Why does there continue to be issues between cagers and motorcycle riders? Is it hate, envy, jealously, or just assholeness (I’m pretty sure I made that word up)? Trust me, there are a lot of a-holes out there, to the point that I even wrote a book titled “Asshole You Are.”
Our Annual Ride
Last week I led our group, M.S.A.R., to Everglades National Park to visit the Nike Missile Silo. Trust me when I say that few residents in south Florida know of the silo, including those that have served in the military. Visiting the silo is an amazing experience since it was an active silo during the Cold War and the Cuban Missile Crisis.
This has become our first ride of the year, and this year we had forty-eight motorcycles and four cars attend. At some point while riding south on the Turnpike, the traffic was bumper-to-bumper because of all the snowbirds that visit the Florida Keys during this time of year. With a tour that started at 2 p.m. and the last one until the end of the year, we realized no matter what, we would be late. So we got off on the first available exit and took the back roads.
We blocked traffic at two stop signs so that all the motorcycles could get through. We arrived late, but we arrived safely. The following night, a friend of mine that also rides but was unable to attend, told me police were called because bikers were blocking traffic. I have to admit I was surprised.

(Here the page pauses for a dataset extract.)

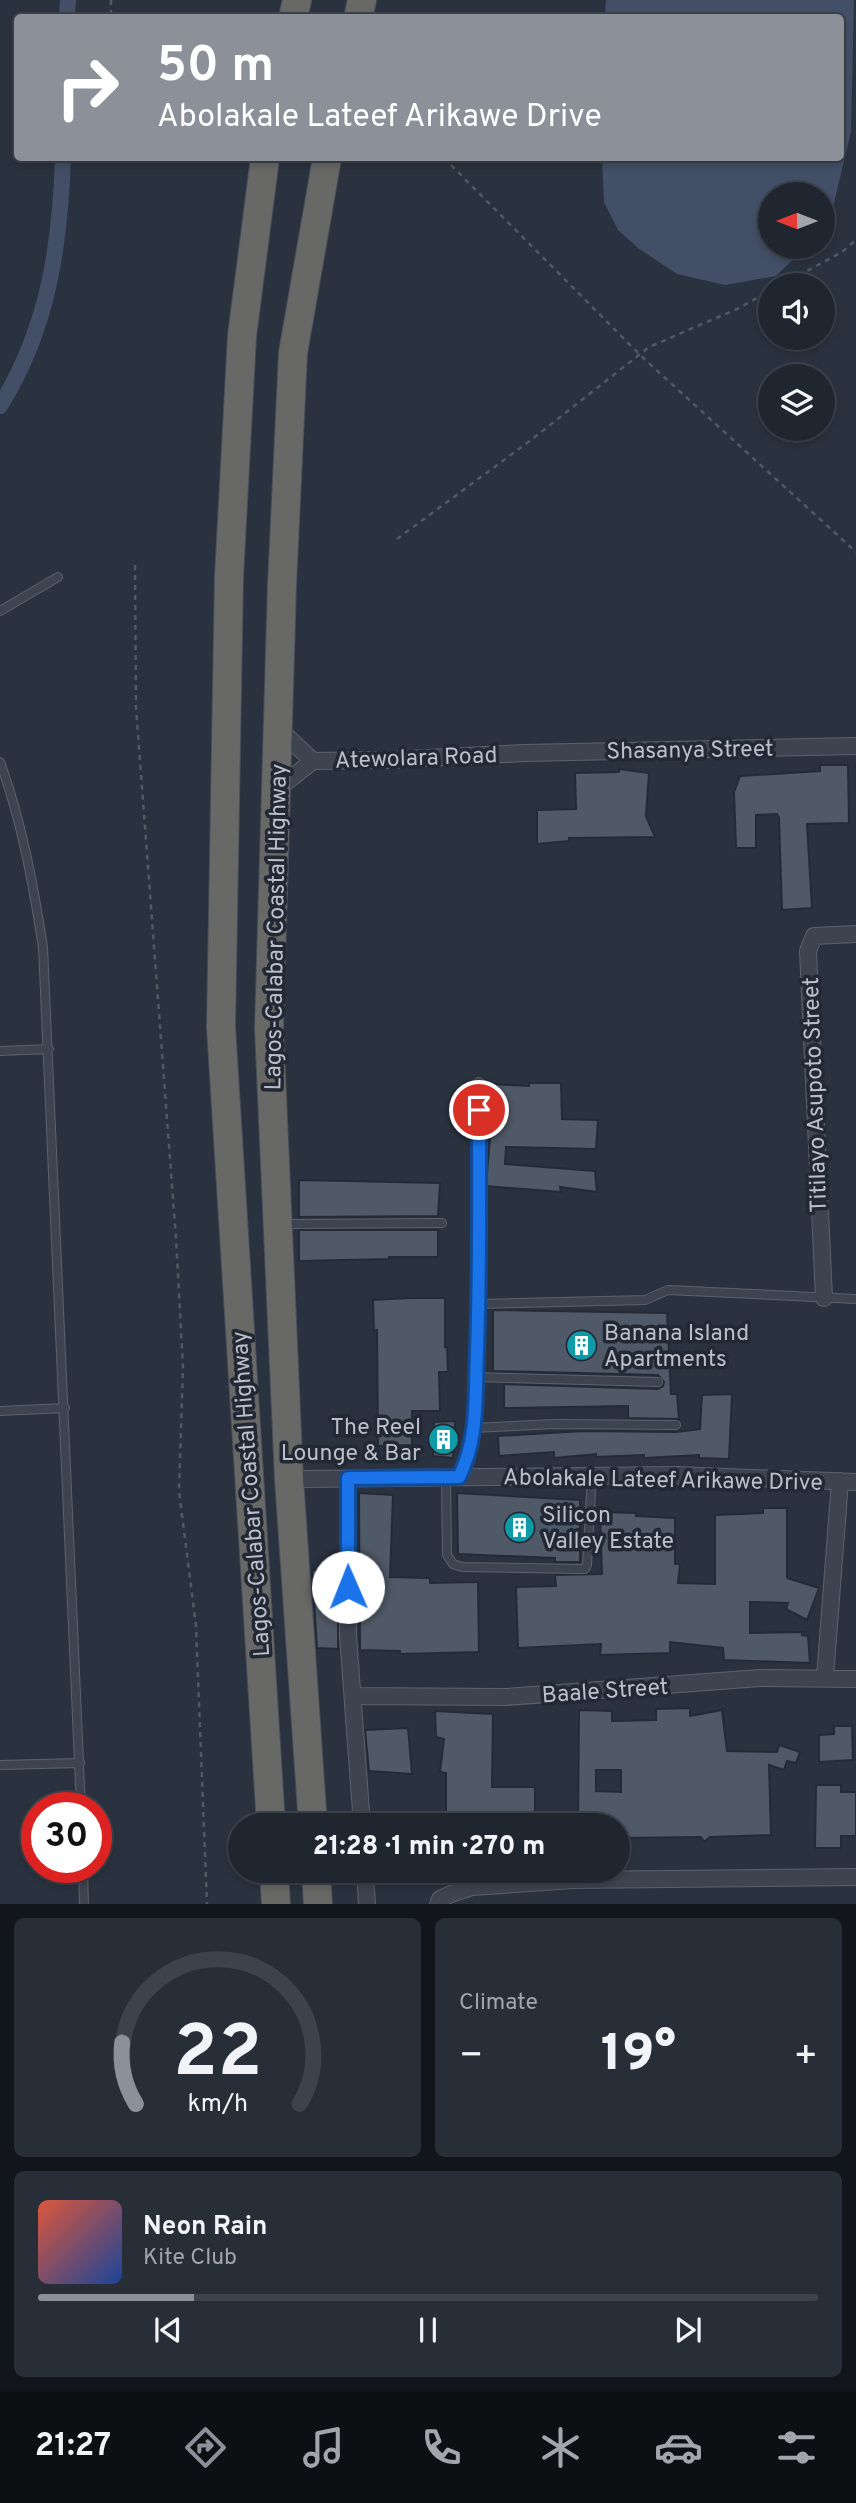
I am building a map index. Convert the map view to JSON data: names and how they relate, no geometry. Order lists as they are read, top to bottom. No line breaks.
{"streets":{"highway":["Lagos-Calabar Coastal Highway"],"street":["Shasanya Street","Atewolara Road","Titilayo Asupoto Street","Abolakale Lateef Arikawe Drive","Baale Street"]},"crossings":[["Shasanya Street","Atewolara Road"],["Atewolara Road","Lagos-Calabar Coastal Highway"]],"places":{"building":["Banana Island Apartments","The Reel Lounge & Bar","Silicon Valley Estate"]},"north":"left","page":{"turn":["50 m","Abolakale Lateef Arikawe Drive"],"limit":"30","trip":"21:28 · 1 min · 270 m","tile":"Climate","heat":["−","19°","+"],"song":["Neon Rain","Kite Club"],"tabs":"21:27","gauge":["22","km/h"]}}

Blocking Traffic- Yes or No?
First of all, this is a subject I have written about previously. I wrote several blogs on how a car driver interprets the actions of a biker. In my first piece, I explain why a motorcycle rider may accelerate to stay ahead of a vehicle. My second piece focuses on blocking traffic and why it is done. It was followed by the final piece with a video that shows why blocking is necessary at times.
Part of the reason for blocking traffic is safety. We all know it is illegal but the reality is we have to choose between the lesser of two evils. It is not like we can get police escorts every time we ride or we can shut down the road. If you see forty-eight motorcycles riding together, common sense dictates they are together.
The issues between cars and motorcycles extends to the bicycle riding community as well. I have seen how close cars get to bicycles while riding and just like motorcycle riders, when a bicyclist is hit, it seems the norm is leave the scene of the accident.
Hit & Runs
Last year alone I represented three bikers who were victims of a “hit and run” and the drivers of the vehicles were never found. I also represented four bikers who were hit by vehicles and the drivers tried to leave the scene but were either blocked or chased down by good samaritans. Even HBO Real Sports did a segment titled “Biker Wars” and the issues between drivers and bicyclists.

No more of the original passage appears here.